Are you sure your Chinese friend is not Singaporean? Lah is super common in singapore


"Haiya" is only used to express sigh of disappointment, probably derived from the more common "Aiya" expression. However Aiya can be used for more different situations other than just to express sigh, but "Haiya" is more specific.


The term is neither Mandarin nor Cantonese. Both "haiya" and "fuiyou" come from Southern Min, or Min Nan.

  1. Haiya = 害矣 (hai7 ah)

害 means "bad". Disapproving. See Wiktionary.

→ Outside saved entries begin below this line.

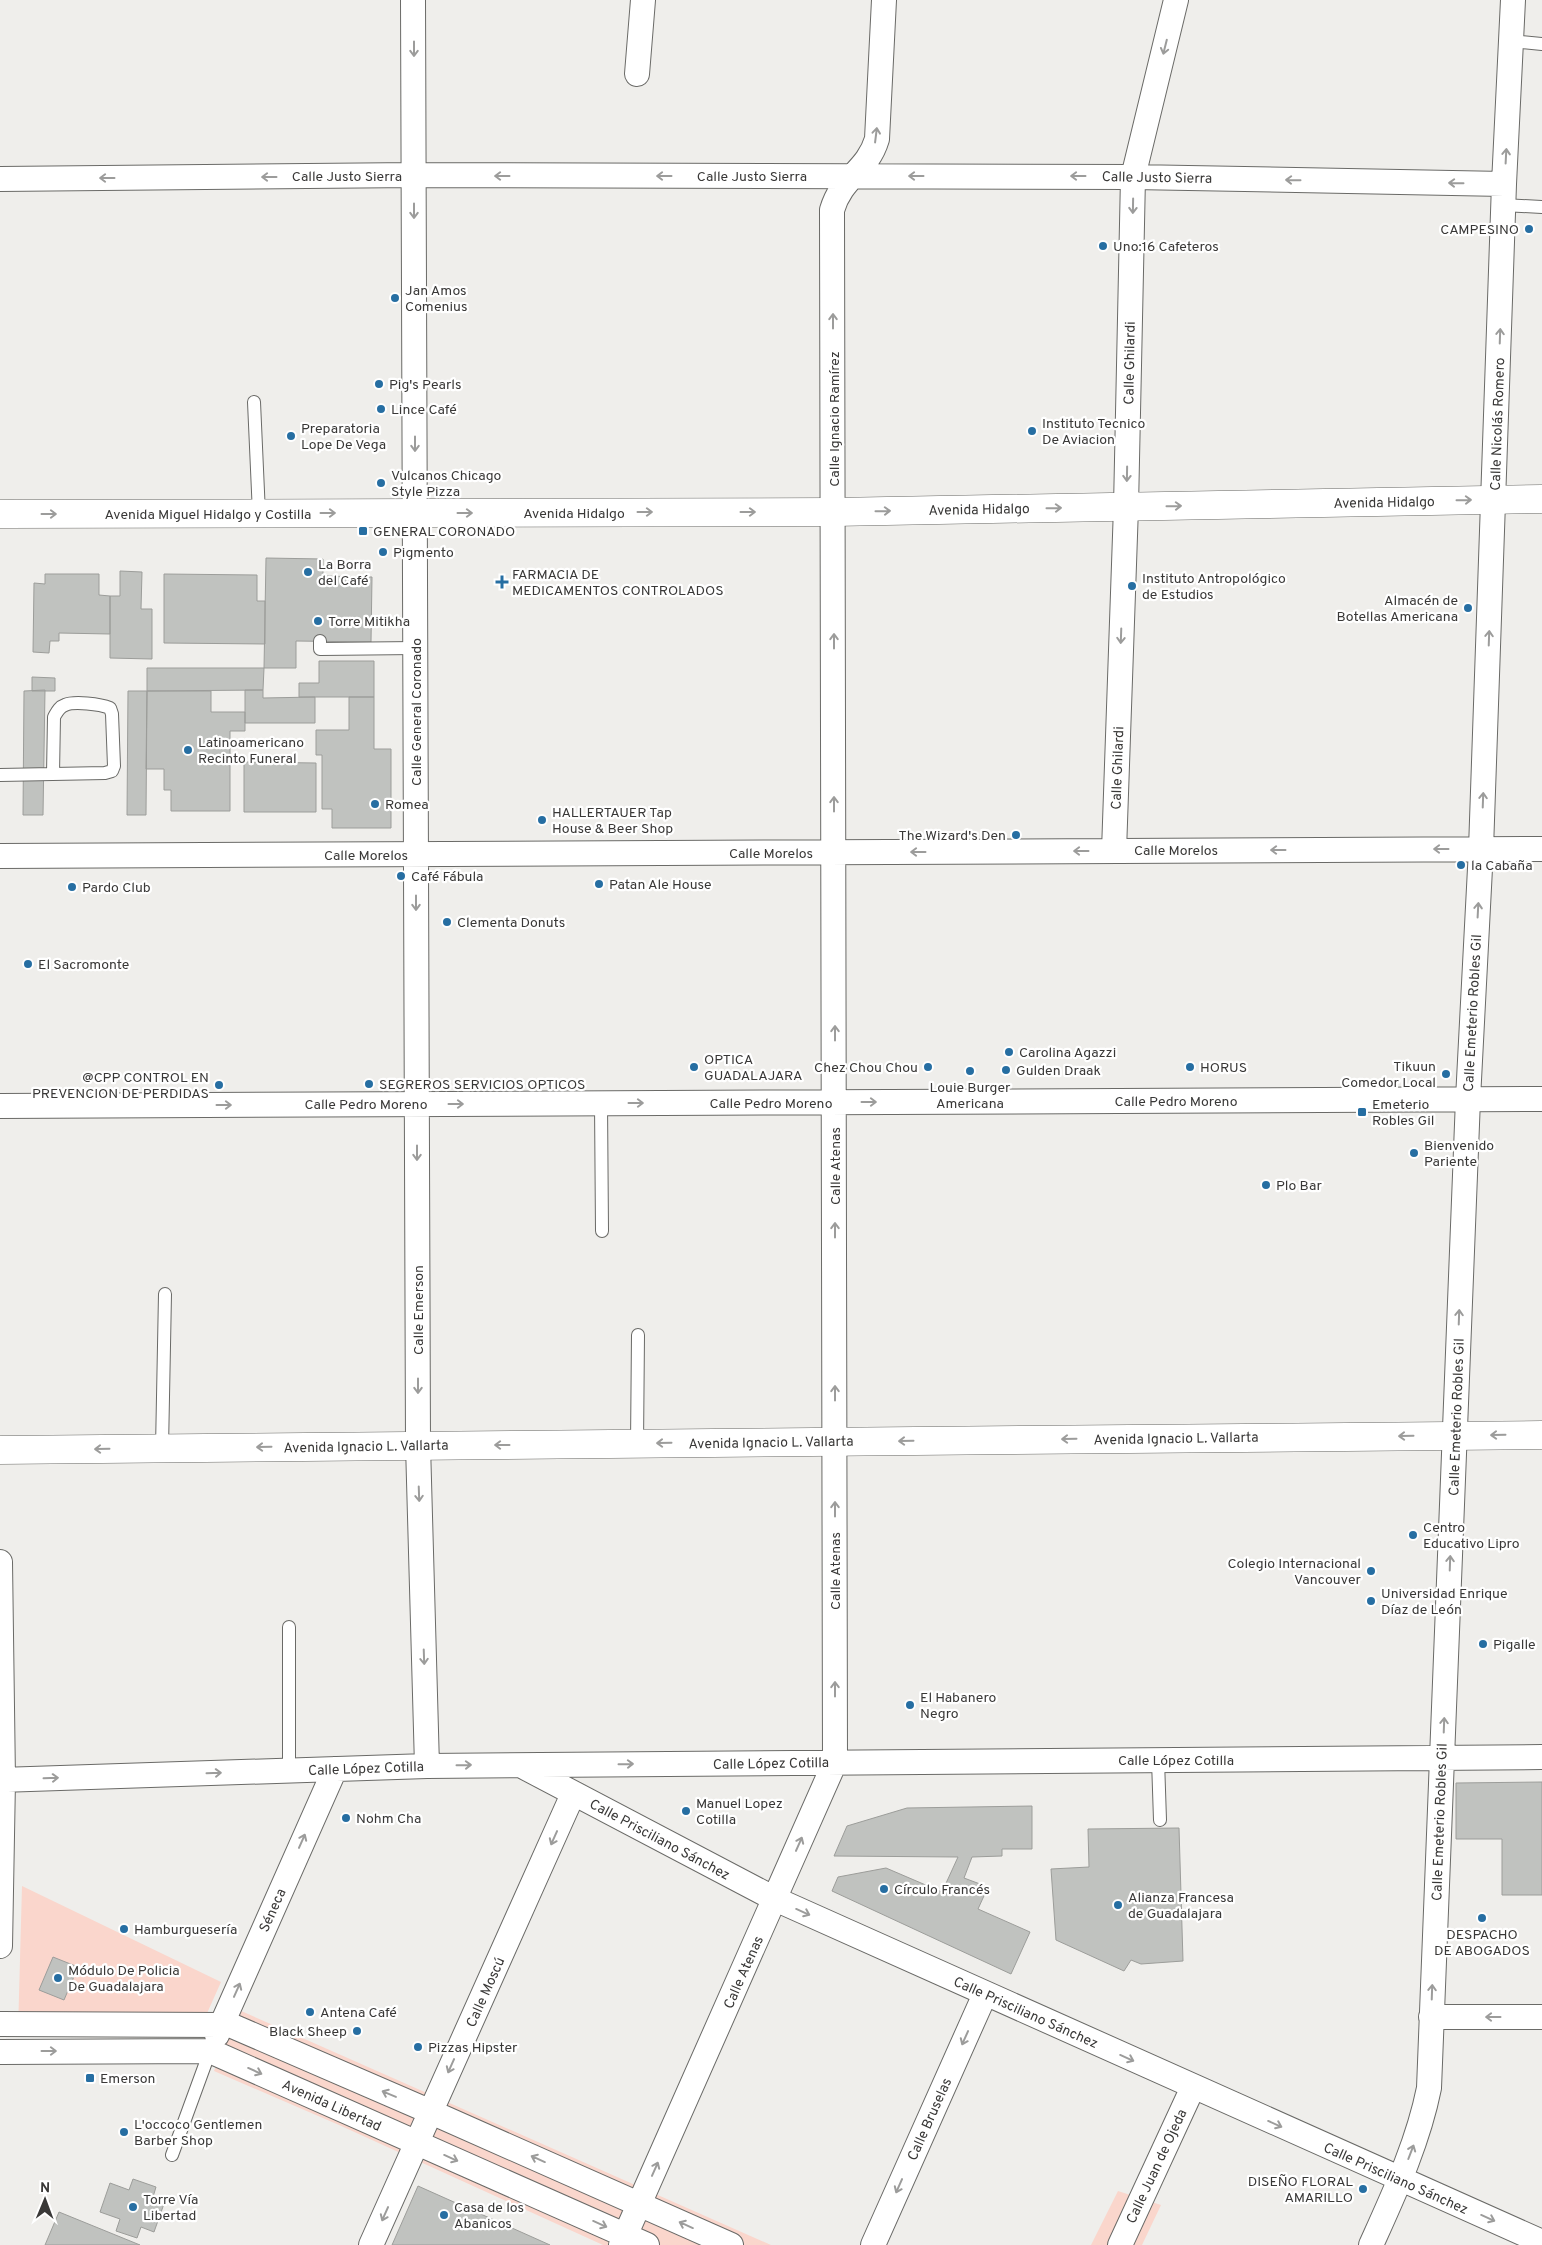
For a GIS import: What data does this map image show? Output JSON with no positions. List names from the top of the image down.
{
  "streets": {
    "main road": ["Avenida Hidalgo", "Avenida Miguel Hidalgo y Costilla", "Avenida Ignacio L. Vallarta"],
    "street": [
      "Calle Justo Sierra",
      "Calle Ghilardi",
      "Calle Ignacio Ramírez",
      "Calle Nicolás Romero",
      "Calle General Coronado",
      "Calle Morelos",
      "Calle Emeterio Robles Gil",
      "Calle Pedro Moreno",
      "Calle Atenas",
      "Calle Emerson",
      "Calle López Cotilla",
      "Calle Prisciliano Sánchez",
      "Séneca",
      "Calle Moscú",
      "Avenida Libertad",
      "Calle Bruselas",
      "Calle Juan de Ojeda"
    ]
  },
  "crossings": [
    ["Calle Justo Sierra", "Calle Ghilardi"],
    ["Calle Justo Sierra", "Calle Ignacio Ramírez"],
    ["Calle Justo Sierra", "Calle Nicolás Romero"],
    ["Calle Justo Sierra", "Calle General Coronado"],
    ["Calle Ghilardi", "Avenida Hidalgo"],
    ["Calle Ghilardi", "Calle Morelos"],
    ["Calle Ignacio Ramírez", "Avenida Hidalgo"],
    ["Calle Ignacio Ramírez", "Calle Morelos"],
    ["Calle Ignacio Ramírez", "Calle Atenas"],
    ["Calle Nicolás Romero", "Avenida Hidalgo"],
    ["Calle Nicolás Romero", "Calle Morelos"],
    ["Calle Nicolás Romero", "Calle Emeterio Robles Gil"],
    ["Avenida Hidalgo", "Avenida Miguel Hidalgo y Costilla"],
    ["Avenida Hidalgo", "Calle General Coronado"],
    ["Avenida Miguel Hidalgo y Costilla", "Calle General Coronado"],
    ["Calle General Coronado", "Calle Morelos"],
    ["Calle General Coronado", "Calle Emerson"],
    ["Calle Morelos", "Calle Emeterio Robles Gil"],
    ["Calle Morelos", "Calle Atenas"],
    ["Calle Morelos", "Calle Emerson"],
    ["Calle Emeterio Robles Gil", "Calle Pedro Moreno"],
    ["Calle Emeterio Robles Gil", "Avenida Ignacio L. Vallarta"],
    ["Calle Emeterio Robles Gil", "Calle López Cotilla"],
    ["Calle Emeterio Robles Gil", "Calle Prisciliano Sánchez"],
    ["Calle Pedro Moreno", "Calle Atenas"],
    ["Calle Pedro Moreno", "Calle Emerson"],
    ["Calle Atenas", "Avenida Ignacio L. Vallarta"],
    ["Calle Atenas", "Calle López Cotilla"],
    ["Calle Atenas", "Calle Prisciliano Sánchez"],
    ["Calle Atenas", "Avenida Libertad"],
    ["Calle Emerson", "Avenida Ignacio L. Vallarta"],
    ["Calle Emerson", "Calle López Cotilla"],
    ["Calle López Cotilla", "Calle Prisciliano Sánchez"],
    ["Calle López Cotilla", "Séneca"],
    ["Calle Prisciliano Sánchez", "Calle Moscú"],
    ["Calle Prisciliano Sánchez", "Calle Bruselas"],
    ["Calle Prisciliano Sánchez", "Calle Juan de Ojeda"],
    ["Séneca", "Avenida Libertad"],
    ["Calle Moscú", "Avenida Libertad"]
  ],
  "one_way": [
    "Calle Justo Sierra",
    "Calle Ghilardi",
    "Calle Ignacio Ramírez",
    "Calle Nicolás Romero",
    "Avenida Hidalgo",
    "Avenida Miguel Hidalgo y Costilla",
    "Calle General Coronado",
    "Calle Morelos",
    "Calle Emeterio Robles Gil",
    "Calle Pedro Moreno",
    "Calle Atenas",
    "Calle Emerson",
    "Avenida Ignacio L. Vallarta",
    "Calle López Cotilla",
    "Calle Prisciliano Sánchez",
    "Séneca",
    "Calle Moscú",
    "Calle Bruselas"
  ],
  "places": {
    "other": [
      "CAMPESINO",
      "Uno:16 Cafeteros",
      "Jan Amos Comenius",
      "Pig's Pearls",
      "Lince Café",
      "Instituto Tecnico De Aviacion",
      "Preparatoria Lope De Vega",
      "Vulcanos Chicago Style Pizza",
      "Pigmento",
      "La Borra del Café",
      "Instituto Antropológico de Estudios",
      "Almacén de Botellas Americana",
      "Torre Mitikha",
      "Latinoamericano Recinto Funeral",
      "Romea",
      "HALLERTAUER Tap House & Beer Shop",
      "The Wizard's Den",
      "la Cabaña",
      "Café Fábula",
      "Patan Ale House",
      "Pardo Club",
      "Clementa Donuts",
      "El Sacromonte",
      "Carolina Agazzi",
      "OPTICA GUADALAJARA",
      "Chez Chou Chou",
      "HORUS",
      "Gulden Draak",
      "Louie Burger Americana",
      "Tikuun Comedor Local",
      "SEGREROS SERVICIOS OPTICOS",
      "@CPP CONTROL EN PREVENCION DE PERDIDAS",
      "Bienvenido Pariente",
      "Plo Bar",
      "Centro Educativo Lipro",
      "Colegio Internacional Vancouver",
      "Universidad Enrique Díaz de León",
      "Pigalle",
      "El Habanero Negro",
      "Manuel Lopez Cotilla",
      "Nohm Cha",
      "Círculo Francés",
      "Alianza Francesa de Guadalajara",
      "DESPACHO DE ABOGADOS",
      "Hamburguesería",
      "Módulo De Policia De Guadalajara",
      "Antena Café",
      "Black Sheep",
      "Pizzas Hipster",
      "L'occoco Gentlemen Barber Shop",
      "DISEÑO FLORAL AMARILLO",
      "Torre Vía Libertad",
      "Casa de los Abanicos"
    ],
    "transit": ["GENERAL CORONADO", "Emeterio Robles Gil", "Emerson"],
    "health": ["FARMACIA DE MEDICAMENTOS CONTROLADOS"]
  },
  "north": "top"
}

  1. Fuiyoh = 水喔/媠喔 (sui2 oh)

媠 means "beautiful". Approving. 媠 is rarely used and its homophone "水" is used instead.

Note that both 水 and 媠 are pronounced as "sui" instead of "fui". There is a saying that fuiyoh comes from "fulamak" in Malay and "aiyoyo" in Tamil, which I believe is wrong.

My educated guess is that the word experienced a consonant shift: s → h/f. Malaysian Chinese use both huiyoh (example) and fuiyoh (example).


It's more like Cantonese actually. Its a slam word "閪呀". Hai means pussy.

That's make more sense as Ungle Roger speaks Cantonese as well.

  • "slam word" -> do you mean slang word?
    – blackgreen
    Commented Sep 3, 2020 at 10:27

Actually, HaiYa (閪呀) is a Cantonese swear word. It is used to express frustration, and the meaning of "Hai" is a woman's pussy. However, in this case, it lost its original meaning.



噯 ǎi, is listed as an expression of disapproval or regret in MDBG.


There is also a character (#2025) in {An analytical Chinese-English Dictionary} by Baller and presumably Mathews as well, pronounced Hsieh4, also read-Hai2, 嗐 followed by the particle ya 呀. It's meaning is given as an expression of regret or surprise and equivalent to the English word "alack" as used in 1900 or so.




To be fair, "Haiya"by Uncle Roger should be explain in the Malaysian context.

Side note: Uncle Roger is my senior in Chinese High School.

First of all, it is not Aiya 哎呀 in any way. The only similarity is the 呀, a sound.

Hai-Ya, the main word is the word Hai 嗨, we Malaysian Chinese especially in that "Era” uncle roger high school era. Uses "Haih, haiz, haiyo, haiya, ect" a lot, the sound "Hai" is meant to bring out the feeling of disappointment, and whatever sound that came afterwards, its just personal preference.

Well, you can try to comment "Hai-yo-yo" at Uncle Roger's video to see if that grabs his attention, or somewhat, it is the same feeling.